### Task to carry out
The lines needed are those below that contain the word "controls"; copy each one.

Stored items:
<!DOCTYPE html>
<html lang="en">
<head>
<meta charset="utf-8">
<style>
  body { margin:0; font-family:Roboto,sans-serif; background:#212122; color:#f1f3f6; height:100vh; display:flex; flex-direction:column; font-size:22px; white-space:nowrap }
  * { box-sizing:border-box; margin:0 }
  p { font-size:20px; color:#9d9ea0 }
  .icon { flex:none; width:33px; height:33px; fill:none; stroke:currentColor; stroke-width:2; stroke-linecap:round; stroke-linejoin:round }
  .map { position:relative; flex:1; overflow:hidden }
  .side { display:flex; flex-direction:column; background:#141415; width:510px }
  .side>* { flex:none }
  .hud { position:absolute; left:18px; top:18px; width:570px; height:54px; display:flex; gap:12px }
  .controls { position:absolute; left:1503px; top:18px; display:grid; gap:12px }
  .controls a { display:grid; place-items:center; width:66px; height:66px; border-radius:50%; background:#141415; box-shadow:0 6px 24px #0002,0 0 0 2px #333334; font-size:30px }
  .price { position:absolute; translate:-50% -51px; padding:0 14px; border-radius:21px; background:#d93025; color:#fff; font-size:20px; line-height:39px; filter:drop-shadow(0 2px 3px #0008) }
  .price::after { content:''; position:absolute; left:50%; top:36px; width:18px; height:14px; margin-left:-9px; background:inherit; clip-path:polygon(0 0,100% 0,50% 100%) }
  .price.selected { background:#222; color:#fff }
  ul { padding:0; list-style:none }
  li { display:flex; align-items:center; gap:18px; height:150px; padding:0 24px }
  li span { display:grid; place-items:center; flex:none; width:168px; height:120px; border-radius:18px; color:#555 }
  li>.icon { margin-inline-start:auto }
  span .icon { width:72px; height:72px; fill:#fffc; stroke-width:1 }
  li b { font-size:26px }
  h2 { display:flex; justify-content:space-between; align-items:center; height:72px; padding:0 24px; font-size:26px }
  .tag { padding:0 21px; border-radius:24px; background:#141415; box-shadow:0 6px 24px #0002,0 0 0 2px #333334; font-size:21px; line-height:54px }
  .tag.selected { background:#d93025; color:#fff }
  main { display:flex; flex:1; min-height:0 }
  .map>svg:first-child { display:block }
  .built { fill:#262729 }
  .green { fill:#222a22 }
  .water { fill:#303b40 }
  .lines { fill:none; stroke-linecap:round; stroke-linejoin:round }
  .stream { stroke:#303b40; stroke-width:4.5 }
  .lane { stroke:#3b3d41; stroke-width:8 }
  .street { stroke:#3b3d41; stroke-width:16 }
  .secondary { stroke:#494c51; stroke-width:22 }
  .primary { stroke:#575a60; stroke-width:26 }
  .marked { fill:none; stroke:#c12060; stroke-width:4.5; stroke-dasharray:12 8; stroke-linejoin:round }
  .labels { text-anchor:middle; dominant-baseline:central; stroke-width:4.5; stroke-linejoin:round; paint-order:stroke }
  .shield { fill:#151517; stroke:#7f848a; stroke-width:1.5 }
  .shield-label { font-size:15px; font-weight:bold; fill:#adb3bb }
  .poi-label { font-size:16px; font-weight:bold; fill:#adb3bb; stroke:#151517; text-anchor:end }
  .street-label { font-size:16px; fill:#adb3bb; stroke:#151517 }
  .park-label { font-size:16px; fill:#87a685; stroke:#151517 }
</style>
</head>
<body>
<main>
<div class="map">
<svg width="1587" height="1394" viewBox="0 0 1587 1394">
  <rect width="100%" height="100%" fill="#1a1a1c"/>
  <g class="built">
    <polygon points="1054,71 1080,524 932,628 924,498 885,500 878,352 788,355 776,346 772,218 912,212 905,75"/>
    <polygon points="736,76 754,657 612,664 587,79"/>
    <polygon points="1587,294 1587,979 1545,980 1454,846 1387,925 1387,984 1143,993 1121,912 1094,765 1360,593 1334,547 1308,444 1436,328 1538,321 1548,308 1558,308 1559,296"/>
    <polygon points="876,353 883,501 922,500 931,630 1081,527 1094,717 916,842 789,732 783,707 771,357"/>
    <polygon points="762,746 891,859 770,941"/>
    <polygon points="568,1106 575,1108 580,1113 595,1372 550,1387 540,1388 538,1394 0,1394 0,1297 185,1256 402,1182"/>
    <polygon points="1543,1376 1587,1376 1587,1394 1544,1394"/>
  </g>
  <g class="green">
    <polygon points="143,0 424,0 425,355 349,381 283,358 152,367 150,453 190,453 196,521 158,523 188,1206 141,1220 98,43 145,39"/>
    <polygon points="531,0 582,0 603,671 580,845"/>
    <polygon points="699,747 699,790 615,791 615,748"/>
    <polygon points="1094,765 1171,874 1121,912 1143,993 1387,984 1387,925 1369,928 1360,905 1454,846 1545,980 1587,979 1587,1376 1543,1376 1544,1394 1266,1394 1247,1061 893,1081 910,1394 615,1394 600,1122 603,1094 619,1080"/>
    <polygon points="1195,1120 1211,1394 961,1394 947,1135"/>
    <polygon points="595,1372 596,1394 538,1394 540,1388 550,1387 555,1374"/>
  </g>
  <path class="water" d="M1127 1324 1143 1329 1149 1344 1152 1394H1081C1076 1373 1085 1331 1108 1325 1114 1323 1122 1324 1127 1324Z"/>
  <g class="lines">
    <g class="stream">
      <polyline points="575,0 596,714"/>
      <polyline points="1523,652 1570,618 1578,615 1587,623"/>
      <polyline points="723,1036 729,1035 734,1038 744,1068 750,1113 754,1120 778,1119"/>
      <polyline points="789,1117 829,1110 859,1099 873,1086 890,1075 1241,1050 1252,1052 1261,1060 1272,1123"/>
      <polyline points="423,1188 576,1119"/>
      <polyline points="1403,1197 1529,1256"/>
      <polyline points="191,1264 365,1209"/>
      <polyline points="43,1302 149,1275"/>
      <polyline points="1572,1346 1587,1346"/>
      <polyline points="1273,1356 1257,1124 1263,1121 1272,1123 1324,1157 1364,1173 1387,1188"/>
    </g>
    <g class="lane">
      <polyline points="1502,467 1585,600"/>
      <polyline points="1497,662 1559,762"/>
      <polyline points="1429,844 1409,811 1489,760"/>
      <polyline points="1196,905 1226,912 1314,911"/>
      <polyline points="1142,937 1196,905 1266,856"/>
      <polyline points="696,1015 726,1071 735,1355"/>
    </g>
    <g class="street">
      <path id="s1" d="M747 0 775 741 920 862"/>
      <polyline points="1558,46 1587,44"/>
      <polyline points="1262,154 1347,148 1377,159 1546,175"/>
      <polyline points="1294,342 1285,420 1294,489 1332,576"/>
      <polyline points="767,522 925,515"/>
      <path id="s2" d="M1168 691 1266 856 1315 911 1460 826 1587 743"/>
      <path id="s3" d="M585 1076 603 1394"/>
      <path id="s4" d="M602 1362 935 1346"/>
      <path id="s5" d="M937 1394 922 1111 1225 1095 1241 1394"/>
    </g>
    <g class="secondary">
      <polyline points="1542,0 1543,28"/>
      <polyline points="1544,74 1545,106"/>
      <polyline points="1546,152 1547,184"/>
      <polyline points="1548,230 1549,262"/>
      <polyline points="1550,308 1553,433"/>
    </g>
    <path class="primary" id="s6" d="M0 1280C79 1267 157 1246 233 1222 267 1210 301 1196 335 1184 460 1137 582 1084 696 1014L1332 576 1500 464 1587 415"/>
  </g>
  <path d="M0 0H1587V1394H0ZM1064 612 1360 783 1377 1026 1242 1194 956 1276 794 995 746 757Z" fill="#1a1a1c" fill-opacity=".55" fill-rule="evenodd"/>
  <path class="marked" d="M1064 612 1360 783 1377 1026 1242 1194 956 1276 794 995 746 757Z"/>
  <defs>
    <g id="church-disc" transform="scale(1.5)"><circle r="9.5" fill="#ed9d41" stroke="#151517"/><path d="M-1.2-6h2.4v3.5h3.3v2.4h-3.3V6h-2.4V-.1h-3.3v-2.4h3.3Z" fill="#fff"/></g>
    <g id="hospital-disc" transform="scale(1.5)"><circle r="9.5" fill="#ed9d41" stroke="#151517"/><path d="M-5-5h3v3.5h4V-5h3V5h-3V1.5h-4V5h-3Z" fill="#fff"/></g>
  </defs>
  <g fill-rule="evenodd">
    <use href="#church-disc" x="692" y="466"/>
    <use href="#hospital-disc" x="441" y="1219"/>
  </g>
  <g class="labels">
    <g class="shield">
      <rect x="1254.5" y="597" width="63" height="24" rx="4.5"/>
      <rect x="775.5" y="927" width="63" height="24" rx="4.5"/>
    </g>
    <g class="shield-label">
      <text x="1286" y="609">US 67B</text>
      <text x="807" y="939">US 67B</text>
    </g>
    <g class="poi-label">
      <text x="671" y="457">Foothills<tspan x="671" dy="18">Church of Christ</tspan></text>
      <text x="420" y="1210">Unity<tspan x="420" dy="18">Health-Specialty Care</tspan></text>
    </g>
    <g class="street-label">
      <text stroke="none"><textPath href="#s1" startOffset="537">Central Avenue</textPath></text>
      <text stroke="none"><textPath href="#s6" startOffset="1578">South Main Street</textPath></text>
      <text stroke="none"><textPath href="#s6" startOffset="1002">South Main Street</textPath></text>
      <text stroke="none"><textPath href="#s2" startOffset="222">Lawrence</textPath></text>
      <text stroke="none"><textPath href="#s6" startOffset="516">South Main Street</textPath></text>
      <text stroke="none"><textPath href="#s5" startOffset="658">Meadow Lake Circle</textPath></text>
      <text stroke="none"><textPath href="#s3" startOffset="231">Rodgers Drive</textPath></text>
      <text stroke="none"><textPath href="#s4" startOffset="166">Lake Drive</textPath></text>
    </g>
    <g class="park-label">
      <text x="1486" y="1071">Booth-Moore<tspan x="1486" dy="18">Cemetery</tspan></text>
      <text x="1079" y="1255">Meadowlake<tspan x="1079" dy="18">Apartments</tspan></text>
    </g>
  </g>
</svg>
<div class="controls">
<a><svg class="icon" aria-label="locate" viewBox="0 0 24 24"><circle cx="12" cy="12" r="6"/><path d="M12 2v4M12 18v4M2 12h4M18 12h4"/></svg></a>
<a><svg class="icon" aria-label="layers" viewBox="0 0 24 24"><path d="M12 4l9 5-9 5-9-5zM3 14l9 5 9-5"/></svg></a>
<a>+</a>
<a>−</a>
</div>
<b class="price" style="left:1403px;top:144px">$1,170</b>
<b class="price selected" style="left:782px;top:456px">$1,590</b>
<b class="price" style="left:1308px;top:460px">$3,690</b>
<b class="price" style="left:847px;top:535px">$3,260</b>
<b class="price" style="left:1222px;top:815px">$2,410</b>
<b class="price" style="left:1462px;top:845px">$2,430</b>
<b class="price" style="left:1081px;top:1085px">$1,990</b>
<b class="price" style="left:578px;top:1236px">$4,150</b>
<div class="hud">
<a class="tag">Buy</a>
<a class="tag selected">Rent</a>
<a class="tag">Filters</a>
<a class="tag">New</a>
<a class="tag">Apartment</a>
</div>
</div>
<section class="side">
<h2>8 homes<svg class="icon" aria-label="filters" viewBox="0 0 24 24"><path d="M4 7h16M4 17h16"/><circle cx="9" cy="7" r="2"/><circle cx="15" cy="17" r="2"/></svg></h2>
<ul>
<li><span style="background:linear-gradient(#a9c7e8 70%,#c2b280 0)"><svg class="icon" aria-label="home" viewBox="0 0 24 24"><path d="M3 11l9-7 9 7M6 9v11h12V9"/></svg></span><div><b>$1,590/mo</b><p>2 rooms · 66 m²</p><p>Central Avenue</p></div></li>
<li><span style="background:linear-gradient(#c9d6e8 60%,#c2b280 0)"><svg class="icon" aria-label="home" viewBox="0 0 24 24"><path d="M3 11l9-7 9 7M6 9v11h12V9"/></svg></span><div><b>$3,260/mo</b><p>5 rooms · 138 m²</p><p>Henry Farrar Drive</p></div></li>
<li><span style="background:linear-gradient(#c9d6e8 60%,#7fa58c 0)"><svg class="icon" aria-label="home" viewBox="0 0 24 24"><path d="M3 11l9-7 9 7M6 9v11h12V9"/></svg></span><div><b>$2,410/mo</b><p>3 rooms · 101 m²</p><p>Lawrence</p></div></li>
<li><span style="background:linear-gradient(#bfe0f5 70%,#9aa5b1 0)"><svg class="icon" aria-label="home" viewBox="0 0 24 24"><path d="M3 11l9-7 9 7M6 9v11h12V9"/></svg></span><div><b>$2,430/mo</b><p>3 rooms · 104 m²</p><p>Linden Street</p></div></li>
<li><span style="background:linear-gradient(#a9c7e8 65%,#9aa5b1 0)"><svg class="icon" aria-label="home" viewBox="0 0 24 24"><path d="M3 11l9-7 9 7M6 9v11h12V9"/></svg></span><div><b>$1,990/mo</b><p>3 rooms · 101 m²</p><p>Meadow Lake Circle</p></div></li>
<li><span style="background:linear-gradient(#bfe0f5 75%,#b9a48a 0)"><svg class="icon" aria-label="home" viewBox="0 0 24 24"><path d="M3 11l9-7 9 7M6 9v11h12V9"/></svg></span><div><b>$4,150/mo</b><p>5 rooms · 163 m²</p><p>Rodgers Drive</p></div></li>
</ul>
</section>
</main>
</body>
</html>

### Output of the task
  .controls { position:absolute; left:1503px; top:18px; display:grid; gap:12px }
  .controls a { display:grid; place-items:center; width:66px; height:66px; border-radius:50%; background:#141415; box-shadow:0 6px 24px #0002,0 0 0 2px #333334; font-size:30px }
<div class="controls">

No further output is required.